After three weeks in a rehab clinic specialized on oncology I had recovered from surgery and I had made the first steps to adapt to a changed pattern of bowel motions and learned a lot of diets reducing their frequency. Fortunately my surgeon had not removed the whole colon. My rectum was left and that was sufficient for hooking up the ileum to; a better solution for patients than the ileo-anal pouch not to mention a stoma.
Relaxation exercises, autogenic training and psycho-oncologic consultations had strengthened my dickey psyche as did light sports and gymnastics for my body.

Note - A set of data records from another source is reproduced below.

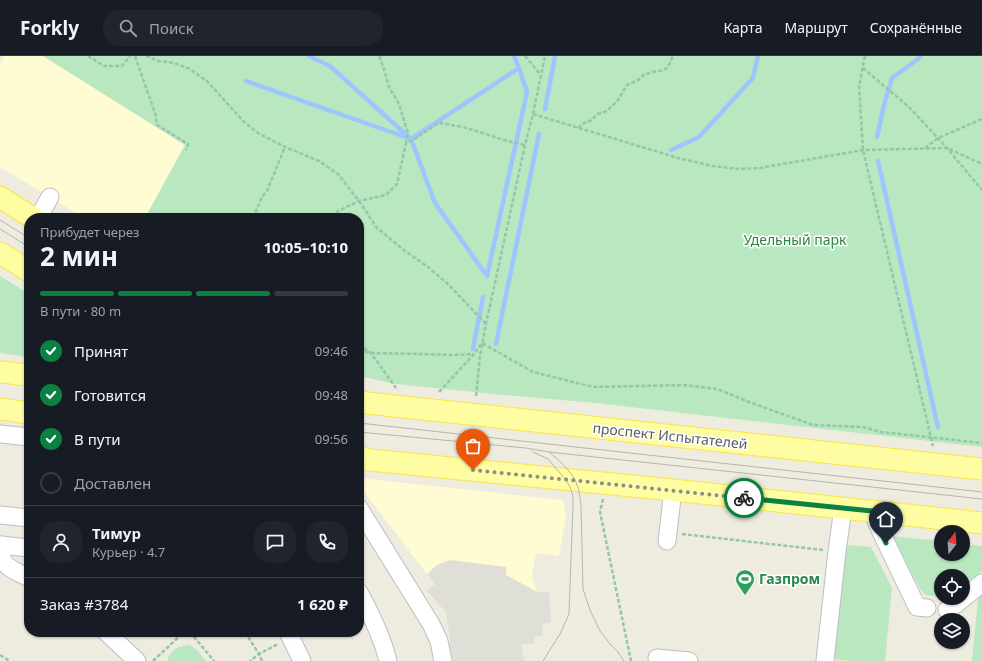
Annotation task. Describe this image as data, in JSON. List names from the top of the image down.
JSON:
{
  "streets": {
    "main road": ["проспект Испытателей"]
  },
  "parks": ["Удельный парк"],
  "places": {
    "sports": ["Газпром"]
  },
  "north": "top",
  "page": {
    "header": "Forkly",
    "search": "Поиск",
    "nav": ["Карта", "Маршрут", "Сохранённые"],
    "heading": ["2 мин", "Прибудет через", "10:05–10:10"],
    "panel": [
      "Тимур",
      "Курьер · 4.7",
      "Заказ #3784",
      "1 620 ₽"
    ],
    "bar": "В пути · 80 m",
    "list": [
      ["Принят", "09:46"],
      ["Готовится", "09:48"],
      ["В пути", "09:56"],
      "Доставлен"
    ]
  }
}
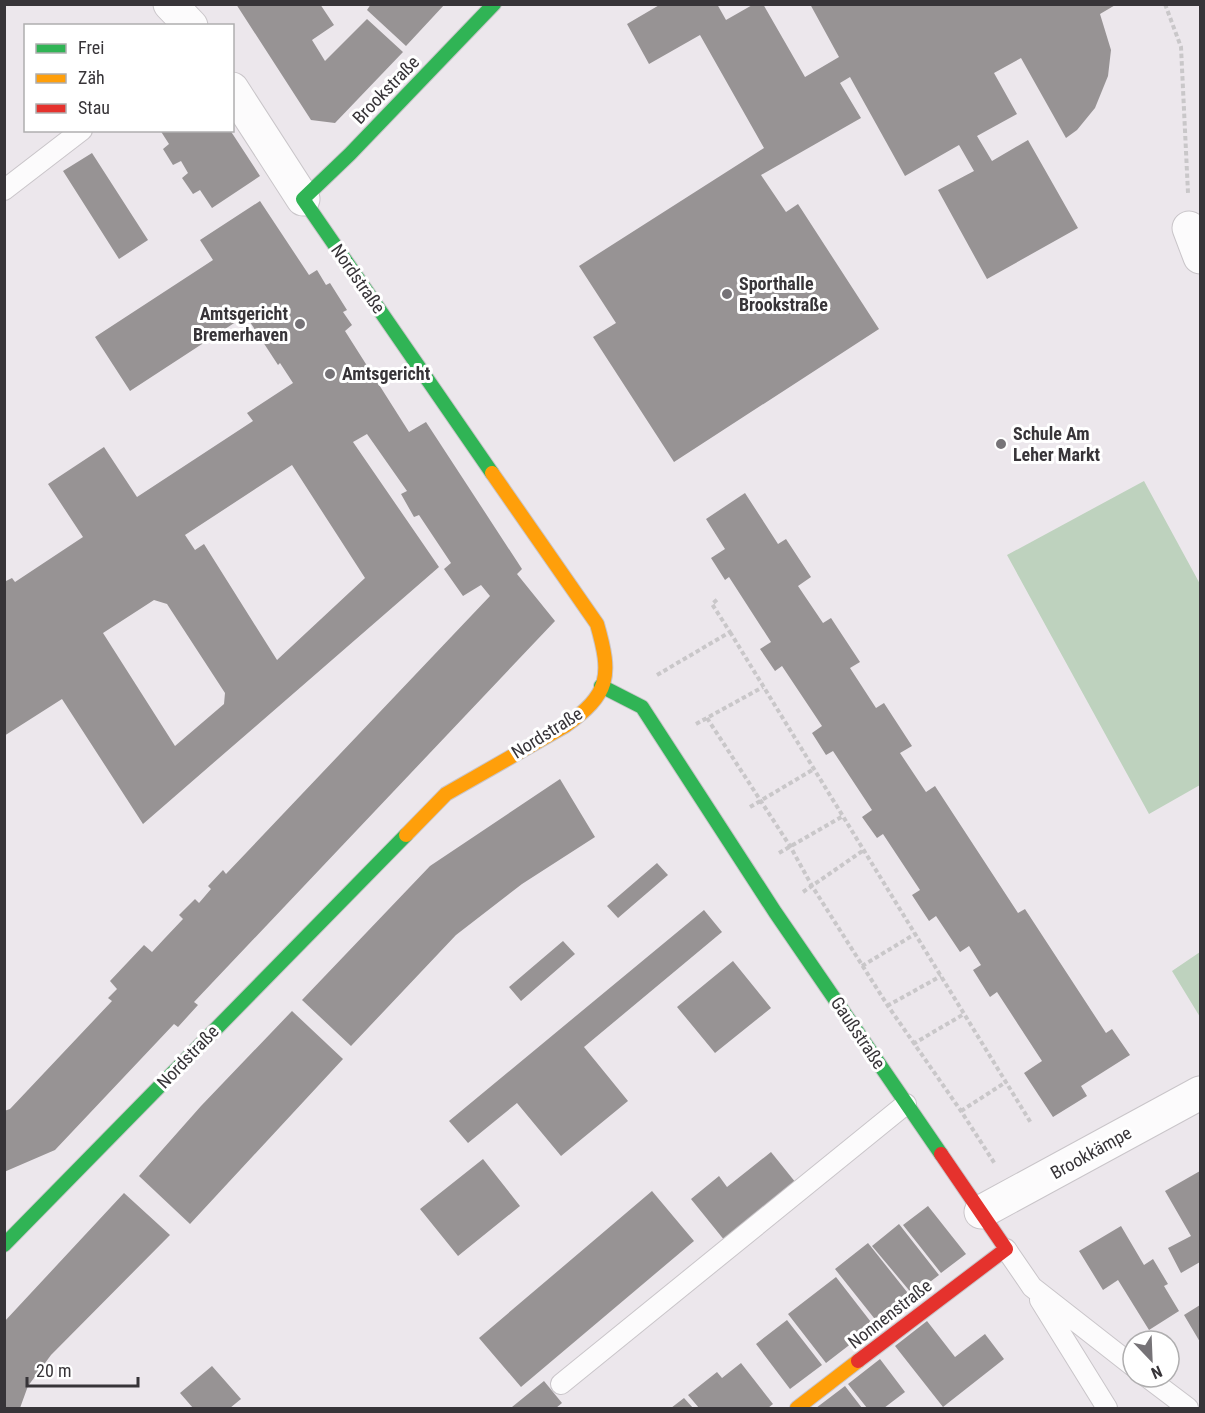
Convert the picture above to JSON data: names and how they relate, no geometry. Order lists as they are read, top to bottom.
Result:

I was ready to see my oncologists at the Tumor Centre of the University Clinics of Essen. They already had been discussing my case and its histology with my surgeon. Though what nobody yet knew became visible in the initial CT: three metastases in the liver. Unbelievable which rapid progress the disease had made. My cancer – my enemy – seemed by no means to be prepared to losing grip on me. I felt challenged. I hated him, I didn't call him, I wanted him to go away, to leave me alone.

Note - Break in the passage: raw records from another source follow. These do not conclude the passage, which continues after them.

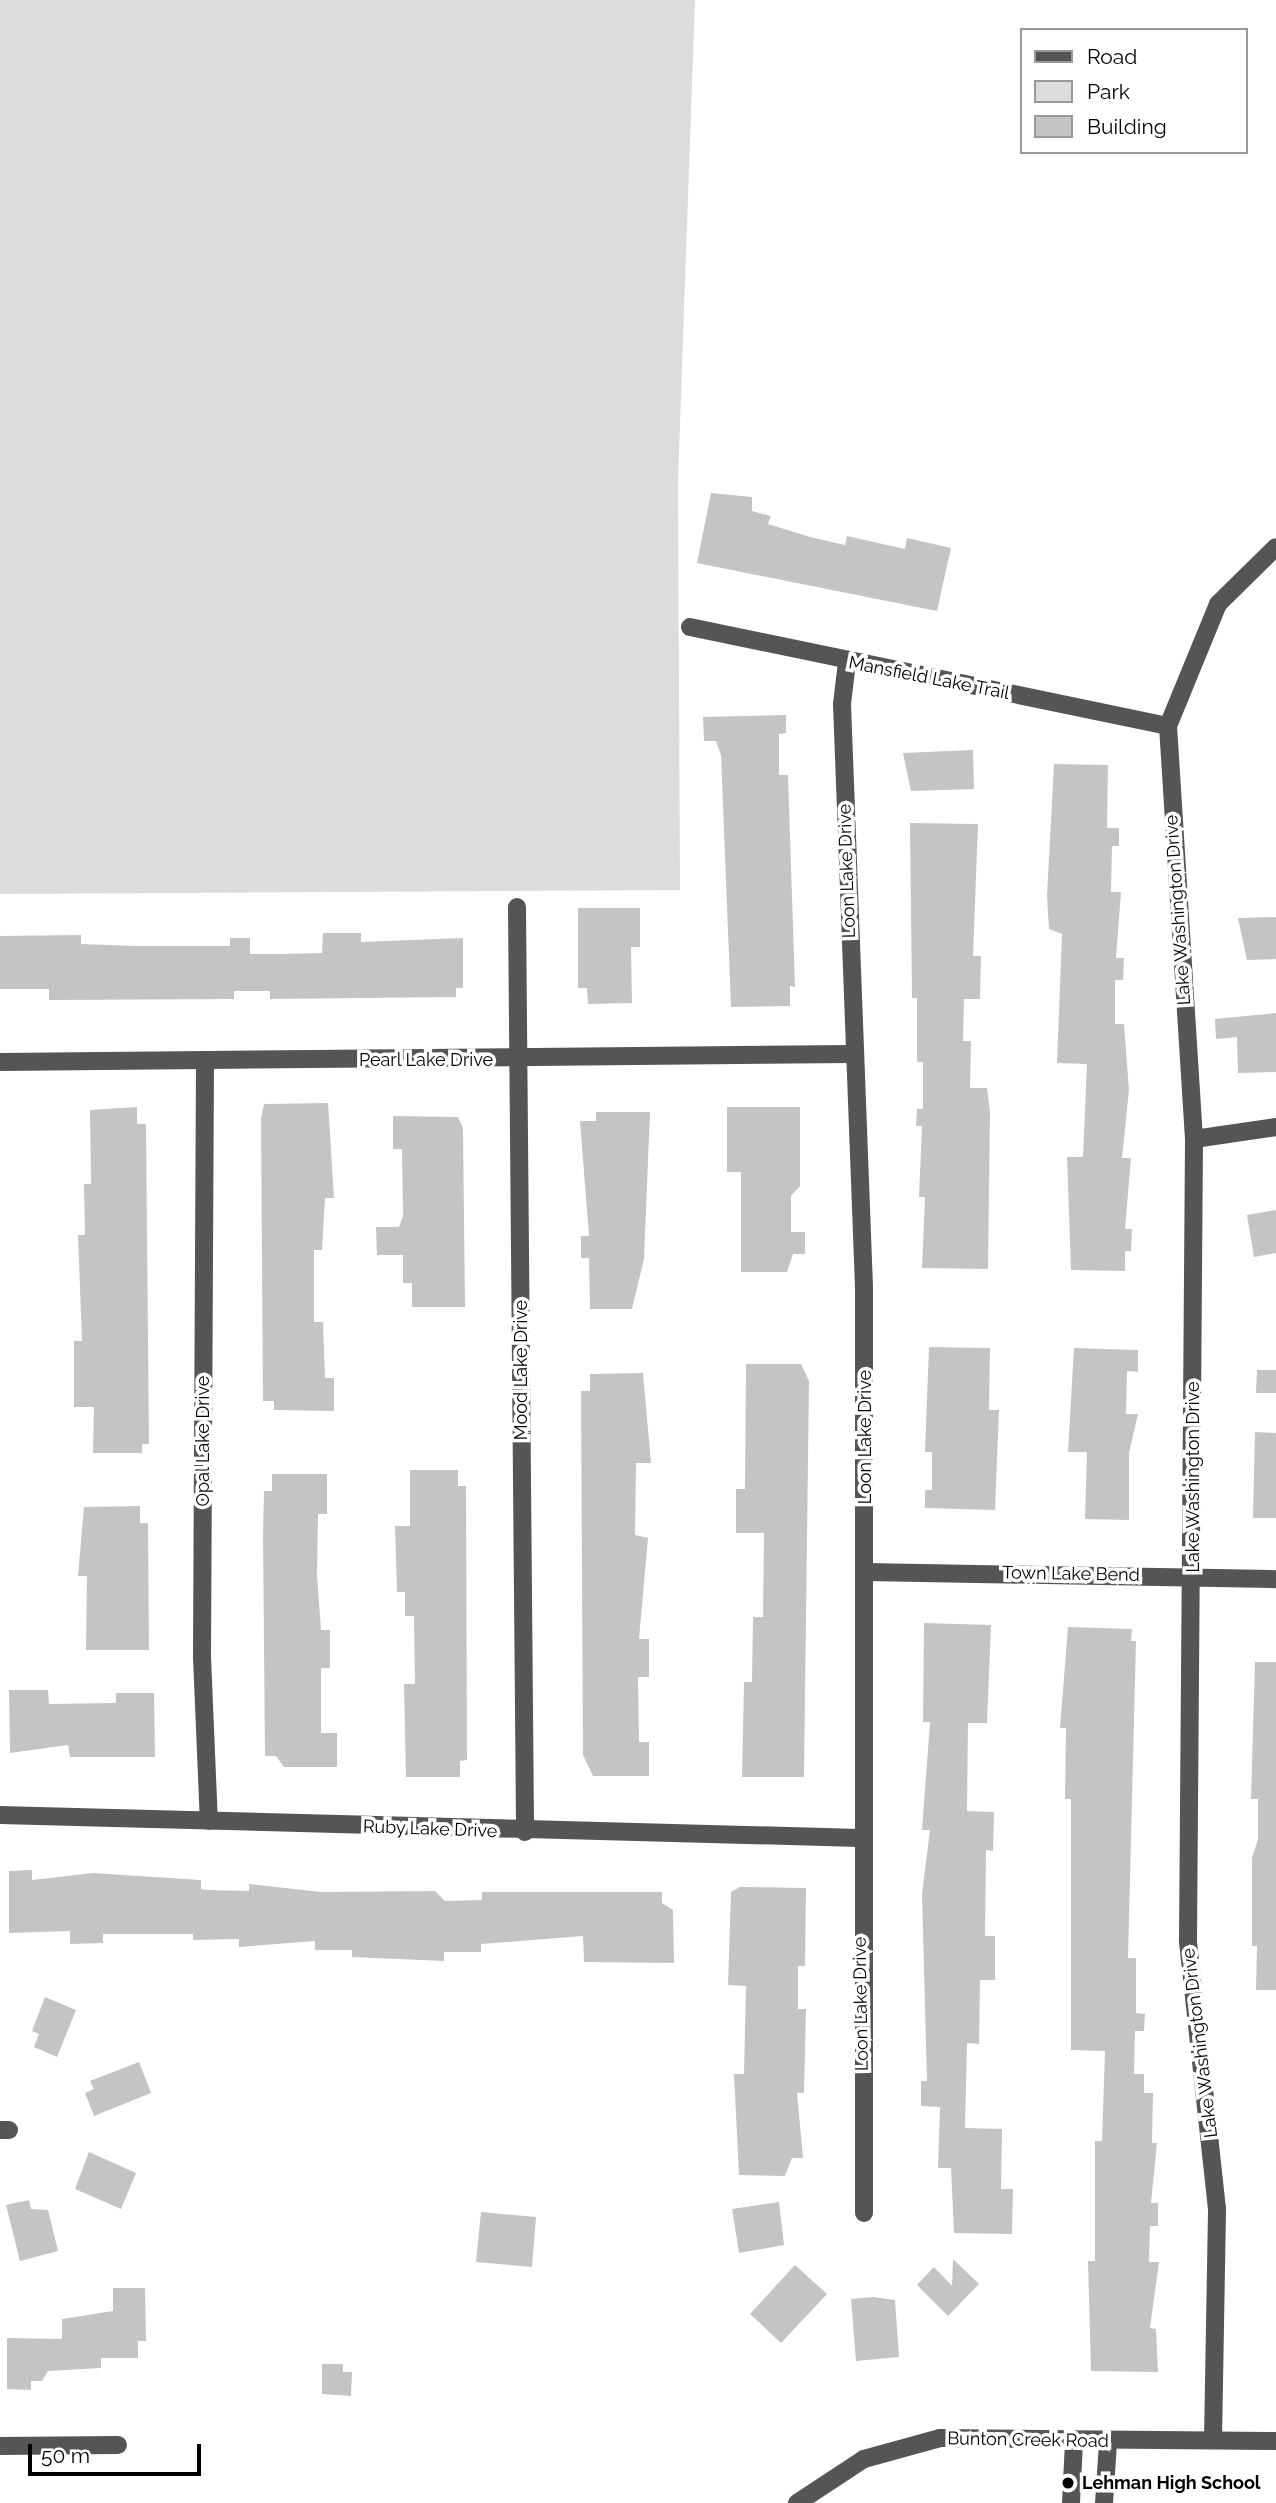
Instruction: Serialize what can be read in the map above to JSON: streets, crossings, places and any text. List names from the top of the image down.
{
  "streets": {
    "street": [
      "Mansfield Lake Trail",
      "Loon Lake Drive",
      "Lake Washington Drive",
      "Pearl Lake Drive",
      "Mood Lake Drive",
      "Opal Lake Drive",
      "Town Lake Bend",
      "Ruby Lake Drive",
      "Bunton Creek Road"
    ]
  },
  "crossings": [
    ["Mansfield Lake Trail", "Loon Lake Drive"],
    ["Mansfield Lake Trail", "Lake Washington Drive"],
    ["Loon Lake Drive", "Pearl Lake Drive"],
    ["Loon Lake Drive", "Town Lake Bend"],
    ["Loon Lake Drive", "Ruby Lake Drive"],
    ["Lake Washington Drive", "Town Lake Bend"],
    ["Lake Washington Drive", "Bunton Creek Road"],
    ["Pearl Lake Drive", "Mood Lake Drive"],
    ["Pearl Lake Drive", "Opal Lake Drive"],
    ["Mood Lake Drive", "Ruby Lake Drive"],
    ["Opal Lake Drive", "Ruby Lake Drive"]
  ],
  "places": ["Lehman High School"],
  "legend": ["Road", "Park", "Building"],
  "scale_bar": "50 m"
}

To start with my chemo therapy my oncologist suggested to join a study group which was about comparing two monoclonal antibodies, Cetuximab and Bevacizumab. My ticket said Bevacizumab and my doctor explained that this substance was inhibiting vascular growth when tumor cells in the process of proliferation tried to force my body to connect them with blood supply. This attempt was refused with the help of Bevacizumab and in consequence the tumor cells had to die which in medical terms is denominated “Apoptosis”. How I love this word. Additionally I got three other substances – Irinotecan, 5FU and calcium folinate to beat back metastatic growth. Every two weeks from now on I was calling at my “cocktail bar”. The toxicity of the “cocktail” however, generated quite heavy side effects: nausea, vomiting, permanently dripping nose, nose bleeding, sore gingiva, diarrhea and fatigue. But the therapy also proved to be successful. After six weeks the CT showed an obvious remission of the metastases. After three months the metastases in the liver had drastically shrunk. It was decided to pause the therapy in order to remove the residuals of the metastases by an exploratory operation. Once the surgeons however could examine my liver they asserted a complete remission of all metastases. After three more months of the previous therapy also the lymph nodes had shrunk so much that the decision was no more cocktails.

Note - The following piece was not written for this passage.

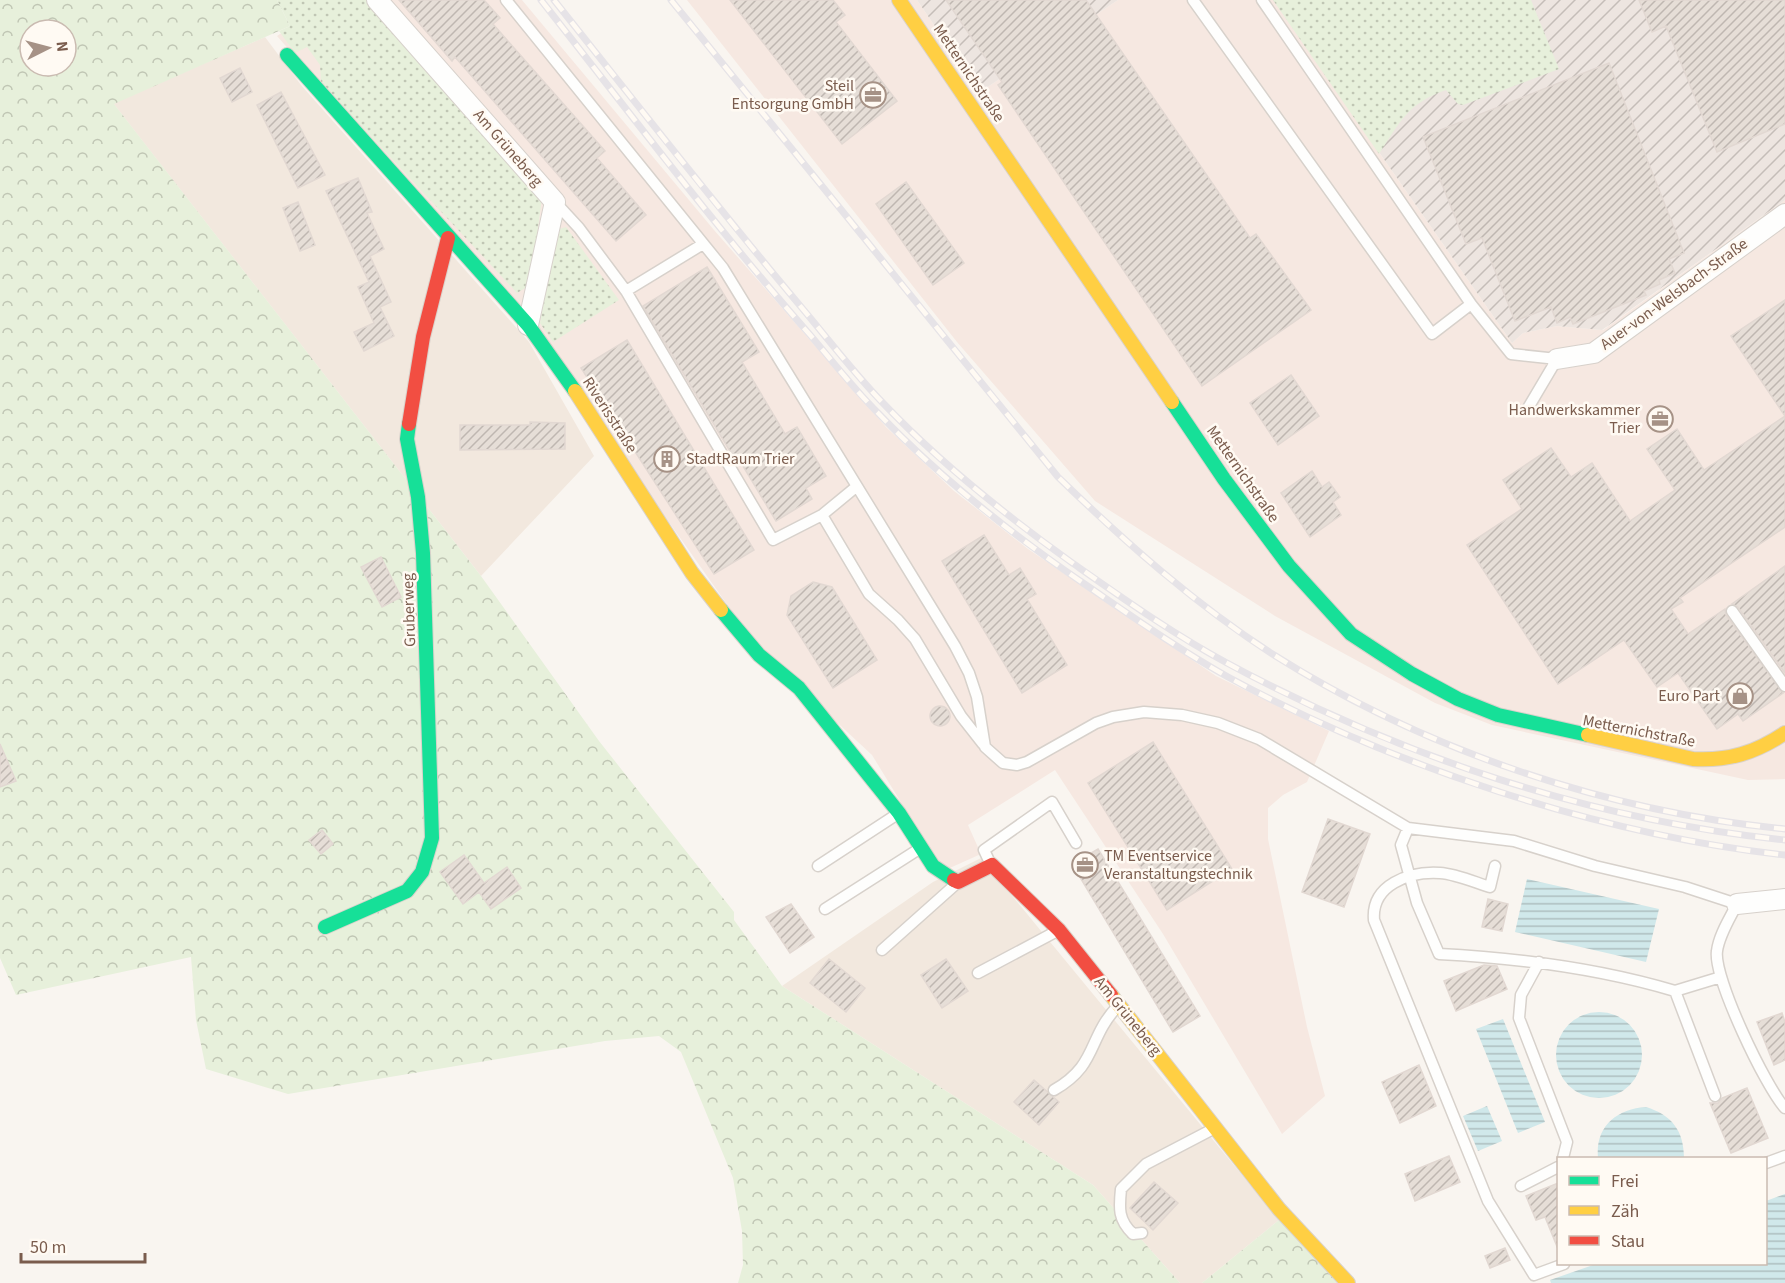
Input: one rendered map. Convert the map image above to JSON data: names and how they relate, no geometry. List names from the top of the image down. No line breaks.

What a feeling! The enemy was eventually beaten! But after ten months it came back again. Any metastases but obviously grown lymph nodes and more than before. Same therapy again, same side effects again and same reaction again, the size of the nodes was shrinking. Not as rapidly as the first time but nevertheless continuously and with the outcome that the therapy was stopped in February 2012. Now more than one year without therapy later – I'm writing this June 11th 2013 – I have an appointment for CT in three days and for rectoscopy and gastroscopy next week. This is always a situation for me full of tension but also full of hope – like a lottery. I hope that the findings will be negative, I don't want any relapse. By now I've survived for almost four years and a half. I'm 68 now, my granddaughter is the sweetest little girl in the world; I'm longing for seeing her growing up and for spending many more years with my family. My initial plan for my retirement was different but the better you plan…… Today I don't plan any longer, today I hope and enjoy and tomorrow and hopefully also the day after tomorrow.


PS


I did my best for the prevention of colonic cancer. I went to see my doctor following a regular pattern year after year for carrying out colonoscopy. In spite of all of these efforts I got cancer.
Does this speak against colonoscopy? No way! My case is a very rare one. Colonoscopy will help many more people to give cancer no chance. Colonoscopy helped me to meet my doctors a long time prior to the outbreak and we got familiar with each other. That helped to react when it was time and it helped me to the best available treatment.

It's no choice – it's a matter of survival!